Can Global Warming be good?

Here's an alternative view on global warming. The reporter shows that China has historically prospered during periods of warming. Of course the rub is that the results of the type of greatly man-induced warming that we are experiencing today do not really have historical precedent so in many ways the discussion is moot.

BEIJING — - In the debate over global warming, some historical meteorologists in China pose a contrarian view.

Their theory, in a nutshell: Some like it hot.

Looking back over the millennia, these scientists suggest that China has prospered during periods when temperatures are higher than usual. Conversely, they point out, cold spells have brought tragedies along the order of barbarian invasions, collapsing dynasties and civil war.

The proposition that global warming might actually be good for China, or at least a mixed blessing, has been quietly discussed -- and largely dismissed -- in academic circles here.

Those who see possible good in global warming for China rarely speak about it publicly, fearing that they will be cast as out of step with the global scientific mainstream.

But beneath the surface, the theory is not completely discounted.

"There are many different opinions in China about global warming, but people express them only in private," said Ge Jianxiong, director of the Institute of Chinese Historical Geography at Shanghai's Fudan University.

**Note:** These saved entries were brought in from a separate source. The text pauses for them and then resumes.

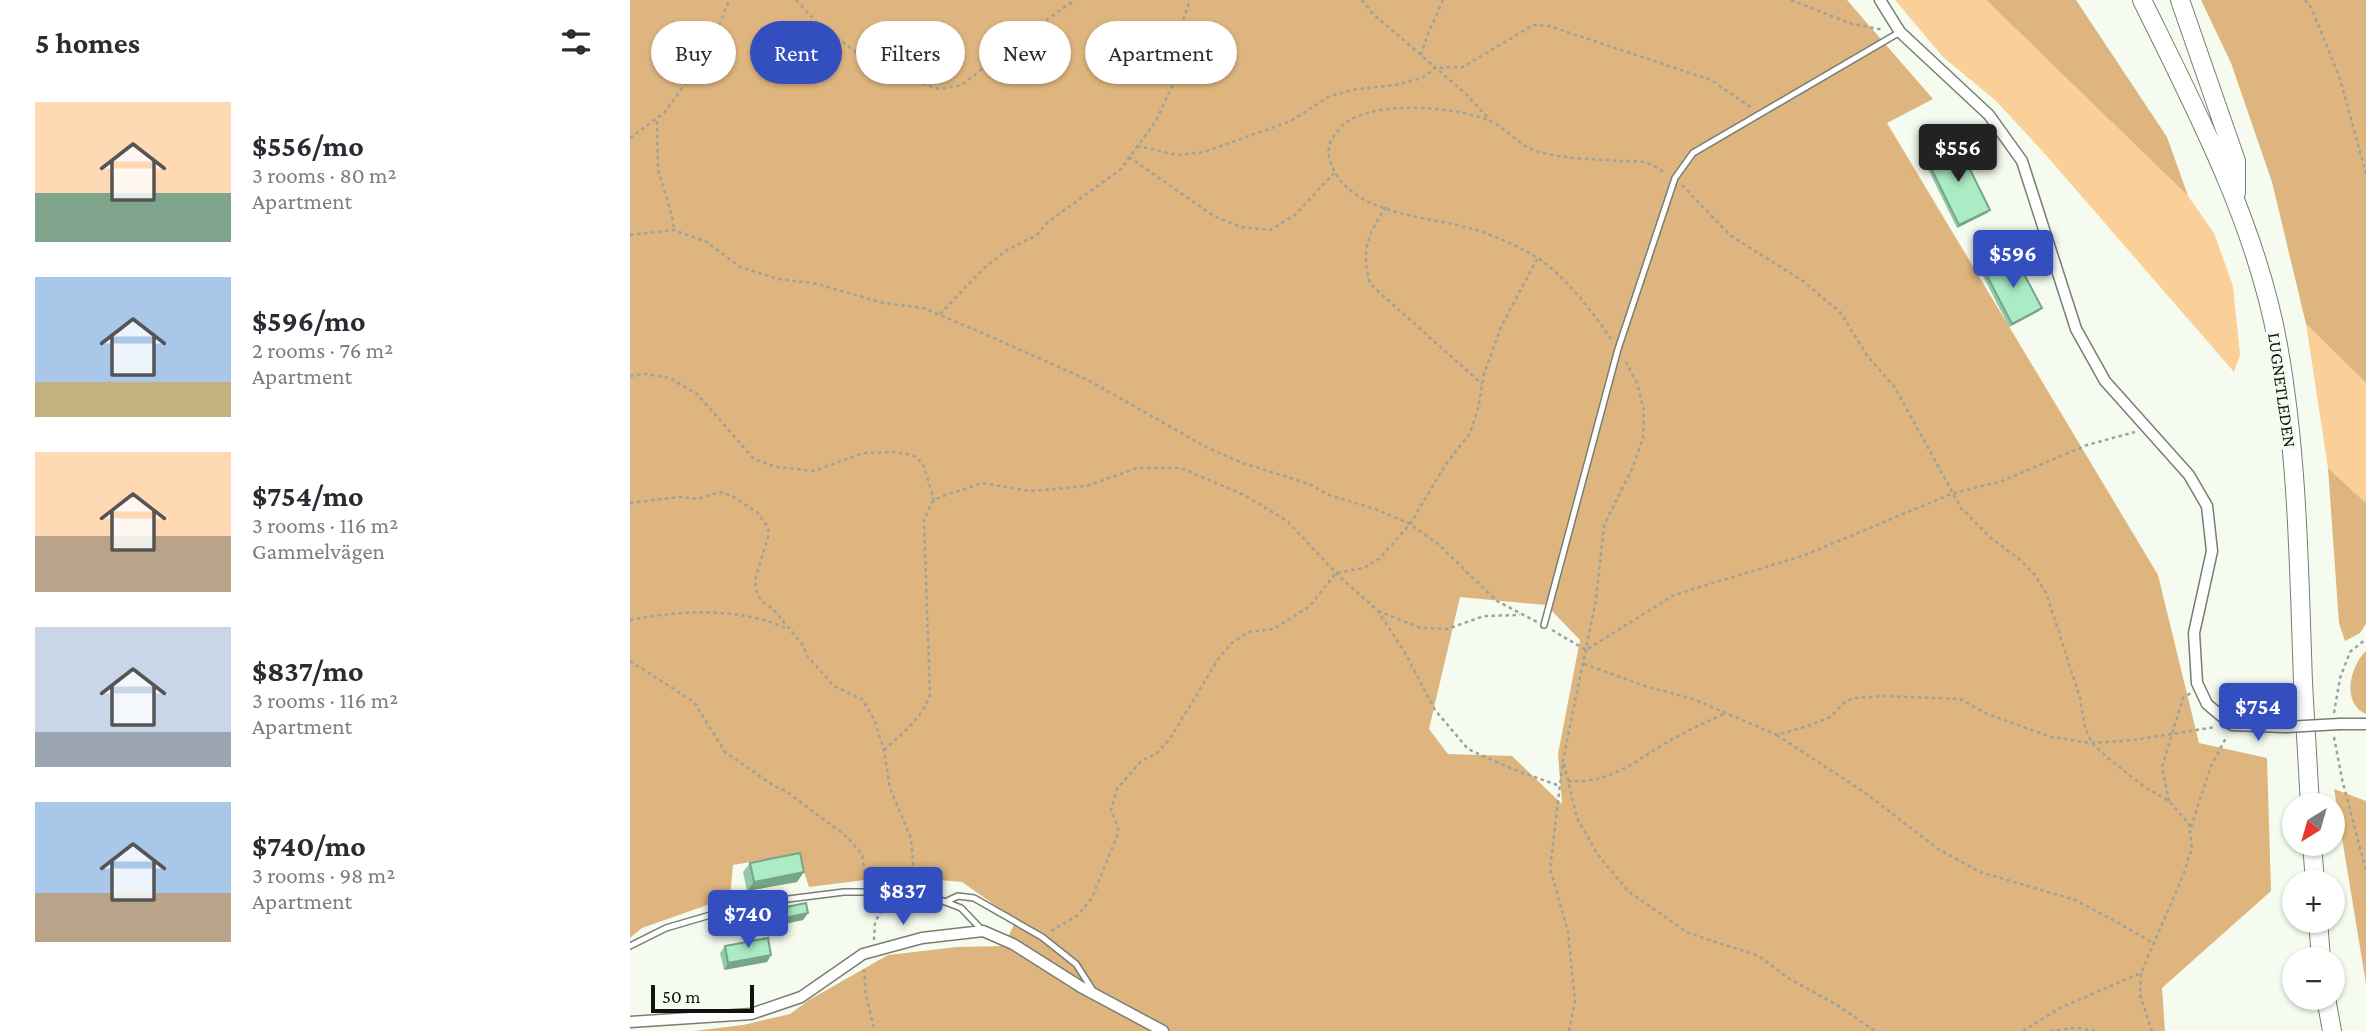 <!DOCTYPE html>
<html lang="en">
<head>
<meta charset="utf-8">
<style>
  body { margin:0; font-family:"Crimson Pro",serif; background:#f2f2f3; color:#2b2b33; height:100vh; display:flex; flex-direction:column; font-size:26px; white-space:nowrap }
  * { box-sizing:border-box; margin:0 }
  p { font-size:23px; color:#7c7c81 }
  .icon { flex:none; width:38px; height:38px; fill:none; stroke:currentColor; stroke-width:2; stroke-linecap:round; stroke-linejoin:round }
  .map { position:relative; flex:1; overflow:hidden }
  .sheet { display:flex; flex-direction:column; background:#fff; width:630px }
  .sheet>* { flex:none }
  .hud { position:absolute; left:21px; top:21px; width:665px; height:63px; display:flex; gap:14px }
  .needle { width:46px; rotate:217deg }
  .fabs { position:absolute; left:1652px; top:793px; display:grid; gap:14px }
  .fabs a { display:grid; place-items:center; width:63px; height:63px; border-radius:50%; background:#fff; box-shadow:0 2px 5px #0004; font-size:35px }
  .scale { position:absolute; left:21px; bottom:18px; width:103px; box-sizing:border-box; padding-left:7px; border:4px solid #10120e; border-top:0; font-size:19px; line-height:24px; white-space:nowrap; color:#10120e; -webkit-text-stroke:5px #f5fcef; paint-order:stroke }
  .price { position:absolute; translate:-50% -60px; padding:0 16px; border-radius:7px; background:#334ebf; color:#fff; font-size:23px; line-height:46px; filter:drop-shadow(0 2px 4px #0008) }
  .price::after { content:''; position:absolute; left:50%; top:42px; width:21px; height:16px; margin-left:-10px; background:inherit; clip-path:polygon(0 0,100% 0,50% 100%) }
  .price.selected { background:#222; color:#fff }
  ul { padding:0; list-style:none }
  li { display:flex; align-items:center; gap:21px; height:175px; padding:0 35px }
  li span { display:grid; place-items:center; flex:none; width:196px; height:140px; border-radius:0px; color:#555 }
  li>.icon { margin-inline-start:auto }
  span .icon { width:84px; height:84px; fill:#fffc; stroke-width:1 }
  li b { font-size:30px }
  h2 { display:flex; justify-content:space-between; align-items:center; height:84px; padding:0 35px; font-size:30px }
  .pill { padding:0 24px; border-radius:32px; background:#fff; box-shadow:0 2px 5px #0004; font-size:24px; line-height:63px }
  .pill.selected { background:#334ebf; color:#fff }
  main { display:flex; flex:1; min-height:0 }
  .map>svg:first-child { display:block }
  .green { fill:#fad098 }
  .forest { fill:#deb57e; fill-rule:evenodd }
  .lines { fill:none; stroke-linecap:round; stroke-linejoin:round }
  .service-casing { stroke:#787e72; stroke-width:8 }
  .minor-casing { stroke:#787e72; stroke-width:13 }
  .trunk-casing { stroke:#787e72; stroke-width:20 }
  .path { stroke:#9ea39a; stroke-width:2.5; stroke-dasharray:3.5 3.5; stroke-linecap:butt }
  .service { stroke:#fff; stroke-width:5 }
  .minor { stroke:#fff; stroke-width:10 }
  .trunk { stroke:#fff; stroke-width:18 }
  .minor-bridge-casing { stroke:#787e72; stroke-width:13; stroke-linecap:butt }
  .minor-bridge { stroke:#fff; stroke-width:10 }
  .wall { fill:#93cba9 }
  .shaded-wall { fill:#78a589 }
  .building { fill:#abecc4; stroke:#78a589; stroke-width:2 }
  .labels { text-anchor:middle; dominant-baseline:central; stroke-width:7; stroke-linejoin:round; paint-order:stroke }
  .street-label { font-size:18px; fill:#10120e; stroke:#f5fcef }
</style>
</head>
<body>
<main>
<section class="sheet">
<h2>5 homes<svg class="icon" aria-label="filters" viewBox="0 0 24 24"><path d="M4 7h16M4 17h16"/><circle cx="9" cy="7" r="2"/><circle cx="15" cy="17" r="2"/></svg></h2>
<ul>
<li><span style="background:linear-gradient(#ffd9b3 65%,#7fa58c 0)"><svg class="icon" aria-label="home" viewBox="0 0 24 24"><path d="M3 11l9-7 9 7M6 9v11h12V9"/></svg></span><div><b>$556/mo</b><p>3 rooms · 80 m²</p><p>Apartment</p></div></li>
<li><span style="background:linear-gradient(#a9c7e8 75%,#c2b280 0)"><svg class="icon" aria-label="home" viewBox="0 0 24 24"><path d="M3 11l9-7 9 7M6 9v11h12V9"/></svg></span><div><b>$596/mo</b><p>2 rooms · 76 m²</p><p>Apartment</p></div></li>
<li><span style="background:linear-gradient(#ffd9b3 60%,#b9a48a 0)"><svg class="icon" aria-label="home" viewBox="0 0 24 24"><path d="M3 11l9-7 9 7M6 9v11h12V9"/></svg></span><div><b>$754/mo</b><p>3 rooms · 116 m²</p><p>Gammelvägen</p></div></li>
<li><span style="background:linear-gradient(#c9d6e8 75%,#9aa5b1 0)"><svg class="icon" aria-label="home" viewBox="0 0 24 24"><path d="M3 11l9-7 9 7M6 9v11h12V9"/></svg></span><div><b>$837/mo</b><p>3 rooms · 116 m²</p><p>Apartment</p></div></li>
<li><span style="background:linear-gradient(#a9c7e8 65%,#b9a48a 0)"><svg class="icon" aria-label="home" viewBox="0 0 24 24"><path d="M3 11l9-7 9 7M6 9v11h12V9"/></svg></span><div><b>$740/mo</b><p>3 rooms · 98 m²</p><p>Apartment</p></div></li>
</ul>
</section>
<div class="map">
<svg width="1736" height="1031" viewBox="0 0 1736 1031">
  <rect width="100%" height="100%" fill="#f5fcef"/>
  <path class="green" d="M 1265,0 L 1356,0 L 1558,196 L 1584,233 L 1603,286 L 1610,355 L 1604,372 L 1415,154 L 1366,101 L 1313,57 Z
    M 1676,324 L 1736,383 L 1736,503 L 1698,468 Z"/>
  <path class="forest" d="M 0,0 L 1217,0 L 1303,99 L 1257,123 L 1528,575 L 1569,743 L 1637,758 L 1641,891 L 1532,988 L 1535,1031 L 64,1031 L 113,1025 L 160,1014 L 179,1000 L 258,955 L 327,947 L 374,946 L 386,920 L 332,882 L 267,876 L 179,887 L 168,854 L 103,865 L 100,897 L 12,928 L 0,938 ZM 830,597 L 916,605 L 950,640 L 928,754 L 932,804 L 882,756 L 818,754 L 799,729 Z
    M 1356,0 L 1446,0 L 1537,137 L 1558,196 Z
    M 1571,0 L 1736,0 L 1736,383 L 1676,324 L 1642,182 L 1601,63 Z
    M 1698,468 L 1736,503 L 1736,624 L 1730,633 L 1715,641 L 1709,623 Z
    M 1736,651 L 1736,714 C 1711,703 1720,666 1736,651 Z
    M 1704,789 L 1736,801 L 1736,984 Z"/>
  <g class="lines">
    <defs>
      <path id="service" d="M 914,625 L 988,349 L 1045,178 L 1063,153 L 1270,32
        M 315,902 L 328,896 L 344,898 L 412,937 L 446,964 L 462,989
        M 0,946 L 36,928 L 118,904 L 214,892 L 237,892 L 257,901 L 279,894 L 308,899 L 331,908 L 353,931"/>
      <path id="minor" d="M 1250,0 L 1270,32 L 1359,115 L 1392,161 L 1446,329 L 1475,381 L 1559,475 L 1577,506 L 1582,551 L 1564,633 L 1567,683 L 1577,704 L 1602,725 L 1655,727
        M 1710,724 L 1736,724
        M 0,1022 L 121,1014 L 171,997 L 233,954 L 292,938 L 353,931 L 383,944 L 451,987 L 533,1031"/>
      <path id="trunk" d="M 1512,0 C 1566,110 1626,223 1648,345 C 1668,456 1669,570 1673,683 C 1675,724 1678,764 1680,805
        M 1550,0 L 1606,161 L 1606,193
        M 1682,844 L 1685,882
        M 1688,920 L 1691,959
        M 1696,998 L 1702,1031"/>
    </defs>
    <use href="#service" class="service-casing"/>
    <use href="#minor" class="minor-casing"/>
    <use href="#trunk" class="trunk-casing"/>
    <path class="path" d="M 166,0 L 190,26 L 253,71 L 309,89 L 332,85 L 395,35 L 445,0
      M 732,0 L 742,13 L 836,94 L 860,120
      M 1161,0 L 1222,24 L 1254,30
      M 1675,0 L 1682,9 L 1710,79 L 1736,174
      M 791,55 L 797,36 L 813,0
      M 27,121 L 28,170 L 42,216 L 44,230
      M 0,138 L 34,113 L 79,52 L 99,0
      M 507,146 L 547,155 L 574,152 L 661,121 L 700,96 L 727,89 L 765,85 L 792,78 L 805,68 L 833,67 L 903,25 L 919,26 L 1081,80 L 1122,108
      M 499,157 L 584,216 L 611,227 L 640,230 L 665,215 L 704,173
      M 1052,185 L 1101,236 L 1173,281 L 1210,312 L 1238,357 L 1264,386 L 1331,508 L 1361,538 L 1389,559 L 1405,575 L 1417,595 L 1450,698 L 1455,728 L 1462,743 L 1479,759 L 1516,788 L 1539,801 L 1559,824 L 1562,848 L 1552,878 L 1511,973 L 1510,995 L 1522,1031
      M 756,207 C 737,236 731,250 740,284 L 852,384
      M 0,235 L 44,230 L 77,242 L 110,267 L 148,279 L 183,283 L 254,303 L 293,308 L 348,331 L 460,381 L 576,447 L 610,462 L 679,484 L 699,495 L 745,509 L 780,524 L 807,543 L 867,601 L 907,622
      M 310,314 L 354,268 L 377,250 L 407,235 L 418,222 L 491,169 L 526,121 L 542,86 L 548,35 L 560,0
      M 981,339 C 962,311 931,270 901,254 C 883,244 863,235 843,229 C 796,215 714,216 699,157 C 696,144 705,133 713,125 C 742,99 829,106 862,122 C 877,129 890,146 906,151 C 932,159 963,159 991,161 C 999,161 1009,161 1017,163 C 1023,165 1030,170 1036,173
      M 0,376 L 15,374 L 40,378 L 67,394 L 124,459 L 146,467 L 184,471 L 233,453 L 264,452 L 283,455 L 293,464 L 304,500
      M 0,503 L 49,497 L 67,499 L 90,492 L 102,496 L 128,513 L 137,526 L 139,534 L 125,580 L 127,593 L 131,600 L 143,609 L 172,644 L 178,657 L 204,686 L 232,699 L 244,719 L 254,750 L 260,788 L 281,838 L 285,885
      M 748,611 L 791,628 L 817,629 L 854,616 L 890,615
      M 0,620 C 52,610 109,607 158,629
      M 922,630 L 956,650 L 1044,595 L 1175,555 L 1321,494 L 1372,481 L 1457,445 L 1505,432
      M 0,661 L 64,702 L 95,752 L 144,786 L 156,791 L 217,837 L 232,854 L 236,882
      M 954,664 L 1015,686 L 1063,699 L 1147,735 L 1178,726 L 1200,717 L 1216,701 L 1226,698 L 1252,696 L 1330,699 L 1355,713 L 1421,737 L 1462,743 L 1504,740 L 1585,727
      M 1704,713 L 1710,678 L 1720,652 L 1736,639
      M 1147,735 L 1234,792 L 1308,849 L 1350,872 L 1445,900 L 1485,921 L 1523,943
      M 1704,737 L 1712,779 L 1736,871
      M 254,750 C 272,734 292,718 300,695 L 294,521 L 301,503 L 310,497 L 352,483 L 400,491 L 457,486 L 507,468 L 551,468 L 614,495 L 657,521 L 710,577 L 748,611 L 774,651 L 805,710 L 838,749 L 882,769 L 930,786
      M 934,764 L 947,818 L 968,855 L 998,891 L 1058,933 L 1129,956 L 1158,978 L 1207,1005 L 1245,1031
      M 938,781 C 979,784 1004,762 1037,742 C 1056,731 1076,722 1096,713
      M 1539,801 L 1532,767 L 1553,698 L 1561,693
      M 1561,827 L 1581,766 L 1597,736
      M 421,931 L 448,915 L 462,898 L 489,831 L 481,810 L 487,789 L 511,761 L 526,754 L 539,740 L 589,658 L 602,643 L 619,632 L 644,629 L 680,606 L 706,573 L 734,568 L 749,559 L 780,524 L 816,464 L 840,433 L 848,409 L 854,374 L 871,327 L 907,259
      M 244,940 L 245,922 L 252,910
      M 234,969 L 236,996 L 245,1031
      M 939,1031 L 945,1001 L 938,932 L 920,868 L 933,760 L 966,600 L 974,525 L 1002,469 L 1013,438 L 1014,411 L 1007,383 L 996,362
      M 1393,1031 L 1430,1008 L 1511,973
      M 1420,1031 L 1445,1028 L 1468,1031"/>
    <use href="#service" class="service"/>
    <use href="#minor" class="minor"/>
    <use href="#trunk" class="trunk"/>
    <defs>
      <path id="minor-bridge" d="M 1655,727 L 1710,724"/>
    </defs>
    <use href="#minor-bridge" class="minor-bridge-casing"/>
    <use href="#minor-bridge" class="minor-bridge"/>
  </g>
  <path class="wall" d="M 1296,158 L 1357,213 L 1327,228 L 1294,161 Z
    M 1355,272 L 1409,311 L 1379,327 L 1353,276 Z
    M 120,863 L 167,882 L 117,891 L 113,872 Z
    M 142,910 L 178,913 L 173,920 L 140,927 L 138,916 Z
    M 95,946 L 141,955 L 137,962 L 94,970 L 90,953 Z"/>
  <path class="shaded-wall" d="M 1360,210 L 1357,213 L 1327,228 L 1329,225 Z
    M 1412,308 L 1409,311 L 1379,327 L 1382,324 Z
    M 174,872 L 167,882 L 117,891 L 124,882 Z
    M 178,913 L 173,920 L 140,927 L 145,920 Z
    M 141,955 L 137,962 L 94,970 L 98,963 Z"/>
  <path class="building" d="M 1327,143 L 1360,210 L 1329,225 L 1296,158 Z
    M 1385,257 L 1412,308 L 1382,324 L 1355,272 Z
    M 170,853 L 174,872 L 124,882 L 120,863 Z
    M 176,903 L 178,913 L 145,920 L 142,910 Z
    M 138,938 L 141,955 L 98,963 L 95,946 Z"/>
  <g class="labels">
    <g class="street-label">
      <text transform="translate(1652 390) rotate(82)">LUGNETLEDEN</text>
    </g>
  </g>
</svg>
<div class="fabs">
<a><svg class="needle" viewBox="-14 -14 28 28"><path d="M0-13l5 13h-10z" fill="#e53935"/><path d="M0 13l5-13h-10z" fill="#7c7c81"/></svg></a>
<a>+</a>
<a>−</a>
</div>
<div class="scale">50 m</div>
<b class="price selected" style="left:1328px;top:184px">$556</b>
<b class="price" style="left:1383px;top:290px">$596</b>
<b class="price" style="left:1628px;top:743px">$754</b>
<b class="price" style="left:273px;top:927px">$837</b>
<b class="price" style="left:118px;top:950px">$740</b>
<div class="hud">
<a class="pill">Buy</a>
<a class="pill selected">Rent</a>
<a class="pill">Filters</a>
<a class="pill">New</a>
<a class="pill">Apartment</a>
</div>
</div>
</main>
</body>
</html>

Whether politically correct to talk about or not, the Mongol invasions under Genghis Khan at the start of the 13th century were hastened by a sharp drop in temperatures and the phenomenon now known as desertification.

Higher temperatures, on the other hand, have marked periods of major progress.

During the Shang dynasty (1766-1050 B.C.), when China developed its writing system, average temperatures around the Yellow River basin where China was centered were about 52 degrees, slightly higher than today's temperatures.

The golden age of Chinese classics, epitomized by the life of Confucius (551-479 B.C.), and the Tang Dynasty (A.D. 618-907), which many historians consider the high point of Chinese power and civilization, also coincided with warmer-than-average weather.

And then there's the start of the People's Republic of China. Temperatures have been rising since Mao Zedong's founding of the republic in 1949, most sharply in the 1980s and 1990s, when the Chinese economy exploded.

"Historically, when the temperatures were warmer, the dynasties were more prosperous," said Xie Zhenghui of the Chinese Academy of Sciences.